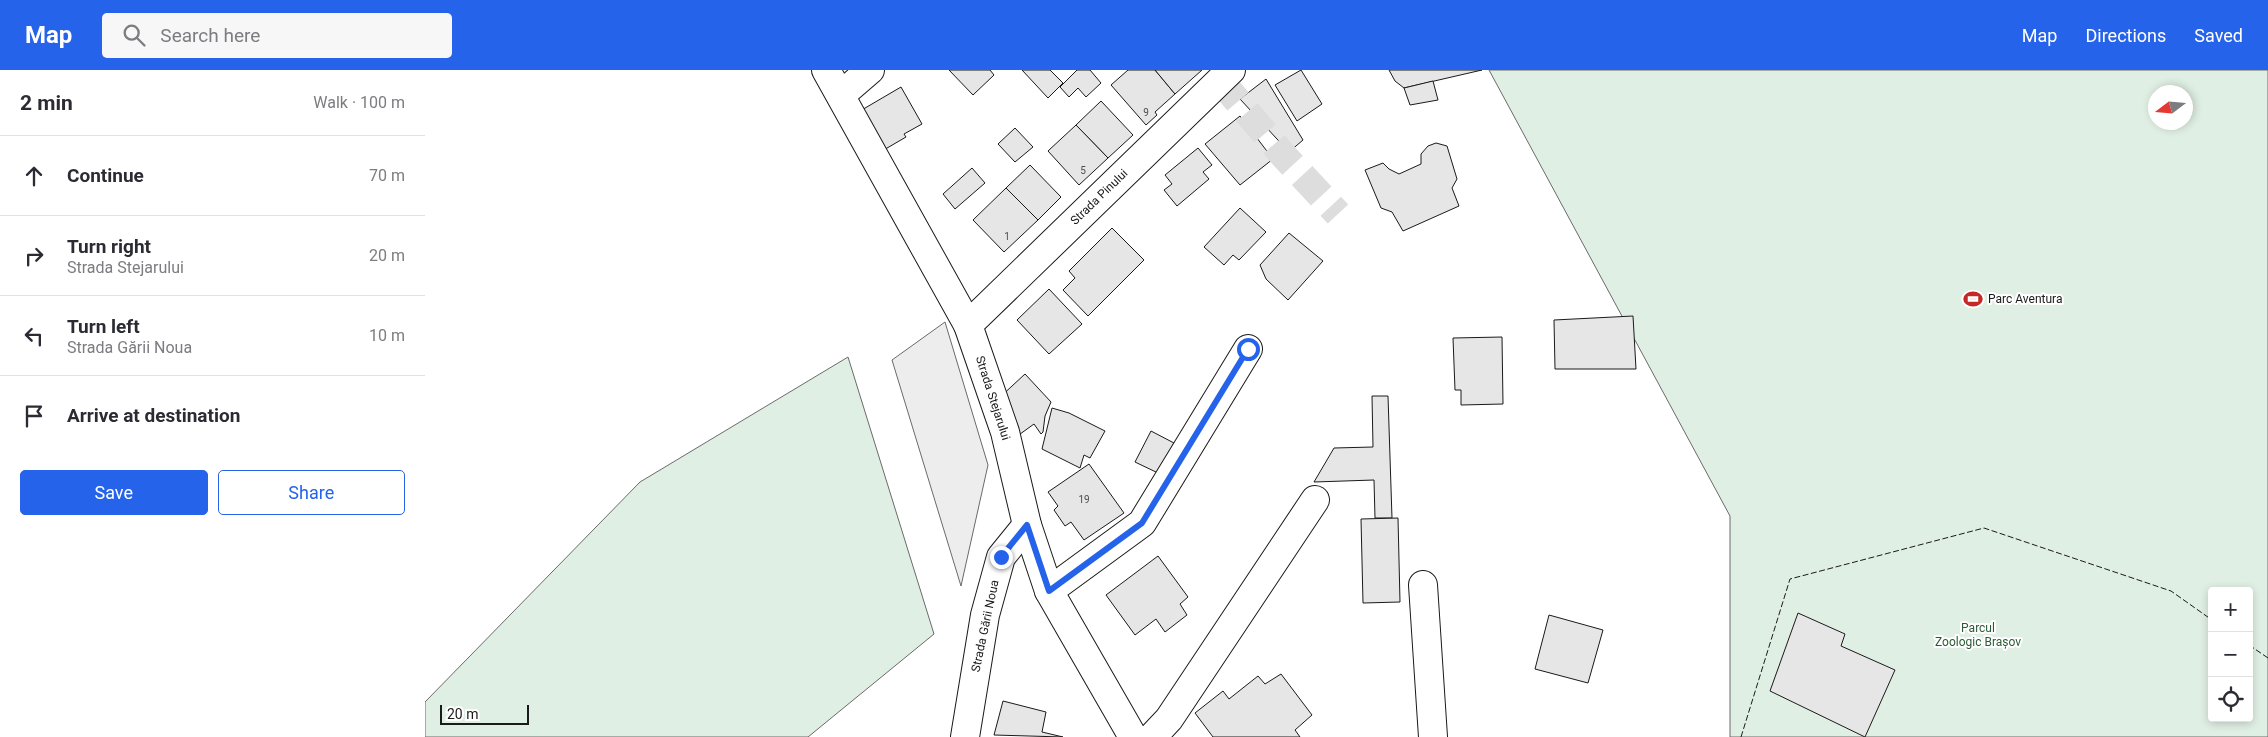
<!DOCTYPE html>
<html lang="en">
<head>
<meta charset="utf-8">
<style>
	:root { --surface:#fff; --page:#f7f7f7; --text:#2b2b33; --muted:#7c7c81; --line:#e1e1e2; --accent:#2563eb }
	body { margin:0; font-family:Roboto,sans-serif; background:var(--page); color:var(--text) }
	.controls { position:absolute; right:15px; bottom:15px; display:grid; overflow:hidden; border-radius:5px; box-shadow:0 2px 8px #0003 }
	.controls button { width:45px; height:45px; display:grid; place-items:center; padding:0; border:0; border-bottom:1px solid var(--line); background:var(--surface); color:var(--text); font:25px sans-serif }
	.compass { position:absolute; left:1723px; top:15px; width:45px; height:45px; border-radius:50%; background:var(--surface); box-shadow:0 2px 8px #0003; rotate:254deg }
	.scale { position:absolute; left:15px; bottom:12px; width:89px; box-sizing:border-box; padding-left:5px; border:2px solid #1a1a1a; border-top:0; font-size:14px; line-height:18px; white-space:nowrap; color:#1a1a1a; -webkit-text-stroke:4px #fff; paint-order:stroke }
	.stop { position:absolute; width:15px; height:15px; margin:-11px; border:4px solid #2563eb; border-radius:50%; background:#fff }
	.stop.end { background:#2563eb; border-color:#fff; box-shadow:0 1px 5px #0008 }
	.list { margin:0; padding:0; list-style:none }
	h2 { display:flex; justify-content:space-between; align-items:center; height:65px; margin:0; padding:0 20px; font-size:21px }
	h2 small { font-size:16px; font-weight:400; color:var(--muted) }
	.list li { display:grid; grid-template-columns:32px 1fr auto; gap:15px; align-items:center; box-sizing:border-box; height:80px; padding:0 20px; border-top:1px solid var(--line) }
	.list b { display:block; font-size:19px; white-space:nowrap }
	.list p { margin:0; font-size:16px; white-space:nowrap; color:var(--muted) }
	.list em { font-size:16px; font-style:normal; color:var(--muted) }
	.actions { display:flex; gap:10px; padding:15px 20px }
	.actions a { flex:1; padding:11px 0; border:1px solid var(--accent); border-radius:5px; text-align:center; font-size:18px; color:var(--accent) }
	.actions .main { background:var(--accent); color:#fff }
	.icon { flex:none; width:28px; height:28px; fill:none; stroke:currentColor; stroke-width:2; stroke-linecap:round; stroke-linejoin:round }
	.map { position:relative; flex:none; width:1843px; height:667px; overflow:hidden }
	header { display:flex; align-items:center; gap:30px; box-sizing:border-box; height:70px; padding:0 25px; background:var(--accent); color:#fff }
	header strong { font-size:24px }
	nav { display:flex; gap:28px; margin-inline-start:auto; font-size:18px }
	.search { width:350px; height:45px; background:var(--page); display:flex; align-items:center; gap:12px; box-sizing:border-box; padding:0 18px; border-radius:5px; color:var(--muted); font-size:19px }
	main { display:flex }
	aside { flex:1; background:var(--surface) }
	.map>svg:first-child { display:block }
</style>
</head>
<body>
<header>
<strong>Map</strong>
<div class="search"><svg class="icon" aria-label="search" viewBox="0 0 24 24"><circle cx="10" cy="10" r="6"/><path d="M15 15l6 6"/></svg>Search here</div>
<nav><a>Map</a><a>Directions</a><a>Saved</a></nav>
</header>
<main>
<aside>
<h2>2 min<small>Walk · 100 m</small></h2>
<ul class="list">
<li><svg class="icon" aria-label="ahead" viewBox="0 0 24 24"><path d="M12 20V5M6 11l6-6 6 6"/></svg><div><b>Continue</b></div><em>70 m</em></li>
<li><svg class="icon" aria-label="right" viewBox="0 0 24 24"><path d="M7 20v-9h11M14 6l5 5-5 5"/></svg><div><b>Turn right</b><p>Strada Stejarului</p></div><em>20 m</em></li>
<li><svg class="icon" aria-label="left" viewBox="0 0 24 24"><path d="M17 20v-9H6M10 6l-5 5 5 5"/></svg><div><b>Turn left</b><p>Strada Gării Noua</p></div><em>10 m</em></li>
<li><svg class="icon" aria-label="arrive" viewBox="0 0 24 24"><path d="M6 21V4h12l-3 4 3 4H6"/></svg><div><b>Arrive at destination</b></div></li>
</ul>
<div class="actions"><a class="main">Save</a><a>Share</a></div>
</aside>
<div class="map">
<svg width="1843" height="667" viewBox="0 0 1843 667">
	<rect width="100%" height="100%" fill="#fff"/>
	<g fill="#e0efe3" stroke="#6a6a6a" fill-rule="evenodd">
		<path d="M1064 0H1843V667H1305V446ZM1730 22H1760V52H1730ZM1787 521H1824V648H1787Z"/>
		<polygon points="423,287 509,564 383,667 0,667 0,632 215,412"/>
	</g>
	<polygon fill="#ededed" stroke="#6a6a6a" points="520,252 563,395 536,516 467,290"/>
	<g fill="#e6e6e6" stroke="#1a1a1a">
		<polygon points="524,0 565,0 569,5 548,25"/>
		<polygon points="597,0 625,0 638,13 623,28"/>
		<polygon points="652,0 665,0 676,13 661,27 653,18 644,27 635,17"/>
		<polygon points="703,0 730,0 750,24 730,42 732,45 721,55 686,15"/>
		<polygon points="730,0 777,0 750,24"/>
		<polygon points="876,0 897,34 872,51 850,15"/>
		<polygon points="964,0 1057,0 979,18 970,11"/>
		<polygon points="841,9 878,70 864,82 815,29"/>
		<polygon points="1008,11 1013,30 985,35 979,18"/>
		<polygon points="476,17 497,54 479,64 481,67 457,81 435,41"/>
		<polygon points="676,31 708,65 683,88 651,55"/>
		<polygon points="815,46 848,89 815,115 780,74"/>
		<polygon points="651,55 683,88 654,115 623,81"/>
		<polygon points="590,58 608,77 590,92 573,74"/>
		<polygon points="1011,73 1022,76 1032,109 1027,118 1034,136 978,161 967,142 956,138 940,100 958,93 964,99 974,104 996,94 996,84 1003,76"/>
		<polygon points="773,78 787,95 778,102 784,109 752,136 739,120 747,114 740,105"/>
		<polygon points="605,95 636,127 613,150 581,118"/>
		<polygon points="547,98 560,113 530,139 518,124"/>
		<polygon points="581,118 613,150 579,182 548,150"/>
		<polygon points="815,138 841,162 814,190 808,185 799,195 779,177"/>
		<polygon points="687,158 719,190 663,246 638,220 650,208 644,201"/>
		<polygon points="864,163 898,191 863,230 841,209 835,195"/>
		<polygon points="624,219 657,254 624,284 592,250"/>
		<polygon points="1208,246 1211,299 1130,299 1129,250"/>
		<polygon points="1077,267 1078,334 1036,335 1036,320 1030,320 1028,268"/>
		<polygon points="600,304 626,332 620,346 618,362 616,364 609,354 591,367 573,329"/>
		<polygon points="947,326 963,326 967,448 950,448 949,410 889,412 909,378 948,377"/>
		<polygon points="627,338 644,343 680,361 665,388 659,385 655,398 617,379"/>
		<polygon points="726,361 749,373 733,403 710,392"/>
		<polygon points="664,394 699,443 659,470 646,452 640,456 629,440 633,436 623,422"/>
		<polygon points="973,448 975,532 938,533 936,449"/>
		<polygon points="733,486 763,527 755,534 762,545 740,562 731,549 710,565 681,525"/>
		<polygon points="1373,543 1420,564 1416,576 1470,600 1440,667 1345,621"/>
		<polygon points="1124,545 1178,560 1163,613 1110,599"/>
		<polygon points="856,604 887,645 870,660 875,667 788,667 770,643 798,621 804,629 833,606 840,614"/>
		<polygon points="578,631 621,642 617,662 638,667 569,665"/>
	</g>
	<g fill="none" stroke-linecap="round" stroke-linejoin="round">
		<polyline stroke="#ddd" stroke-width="28" stroke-dasharray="28 14" stroke-linecap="butt" points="795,10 858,85 913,144"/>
		<g stroke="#1a1a1a" stroke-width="30">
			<g id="minor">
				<polyline points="401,0 543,255 580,362 602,455 624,521 708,667"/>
				<polyline points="416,25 445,0"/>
				<polyline points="543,255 806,0"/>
				<polyline points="998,515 1008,667"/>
				<polyline points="624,521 717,453 823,279"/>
				<polyline points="540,667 560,545 576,487 602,455"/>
				<polyline points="727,667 744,649 890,430"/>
			</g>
		</g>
		<use href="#minor" stroke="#fff" stroke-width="28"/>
		<g stroke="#1a1a1a" stroke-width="1" stroke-dasharray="6 2.5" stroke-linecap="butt">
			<polyline points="1824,575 1843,588"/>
			<polyline points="1316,667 1365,509 1559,458 1746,521 1787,550"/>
		</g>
	</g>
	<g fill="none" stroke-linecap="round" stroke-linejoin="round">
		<polyline stroke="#2563eb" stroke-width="6" points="576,487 602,455 624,521 717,453 823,279"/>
	</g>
	<defs>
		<g id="stadium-bare" transform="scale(1.5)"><path d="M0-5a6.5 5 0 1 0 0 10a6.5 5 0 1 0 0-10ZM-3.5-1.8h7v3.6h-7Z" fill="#c62828" stroke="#fff" stroke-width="2.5" paint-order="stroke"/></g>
	</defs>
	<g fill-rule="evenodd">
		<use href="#stadium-bare" x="1548" y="229"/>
	</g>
	<g text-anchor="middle" stroke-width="4" stroke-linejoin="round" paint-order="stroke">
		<g font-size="10" fill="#4d4d4d">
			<text x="721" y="46">9</text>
			<text x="658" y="104">5</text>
			<text x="582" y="170">1</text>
			<text x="659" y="433">19</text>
		</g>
		<g font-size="12" fill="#1a1a1a" stroke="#fff">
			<text transform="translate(674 127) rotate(-44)" y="4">Strada Pinului</text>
			<text transform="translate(568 328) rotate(72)" y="4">Strada Stejarului</text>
			<text transform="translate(560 556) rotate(-78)" y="4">Strada Gării Noua</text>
		</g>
		<g font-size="12" fill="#1a1a1a" stroke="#fff" text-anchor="start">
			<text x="1563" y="233">Parc Aventura</text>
		</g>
		<g font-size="12" fill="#2b5a34" stroke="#fff">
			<text x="1553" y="562">Parcul<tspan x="1553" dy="14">Zoologic Brașov</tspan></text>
		</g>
	</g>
</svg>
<div class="controls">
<button>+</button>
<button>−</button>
<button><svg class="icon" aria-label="locate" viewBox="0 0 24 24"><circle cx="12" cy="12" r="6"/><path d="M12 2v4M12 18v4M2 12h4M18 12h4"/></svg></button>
</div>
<svg class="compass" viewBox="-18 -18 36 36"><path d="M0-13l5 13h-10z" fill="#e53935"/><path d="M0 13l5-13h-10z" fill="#7c7c81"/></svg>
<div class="scale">20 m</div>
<div class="stop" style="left:823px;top:279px"></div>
<div class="stop end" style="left:576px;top:487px"></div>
</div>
</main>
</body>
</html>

....

● WHAT TO PRODUCE:
From the records above, print only the lines between the one holding "display:block; font-size:19px; white-space:nowrap" and the one holding "display:flex; gap:10px; padding:15px", inclusive, exactly as they stand.

● TASK RESPONSE:
	.list b { display:block; font-size:19px; white-space:nowrap }
	.list p { margin:0; font-size:16px; white-space:nowrap; color:var(--muted) }
	.list em { font-size:16px; font-style:normal; color:var(--muted) }
	.actions { display:flex; gap:10px; padding:15px 20px }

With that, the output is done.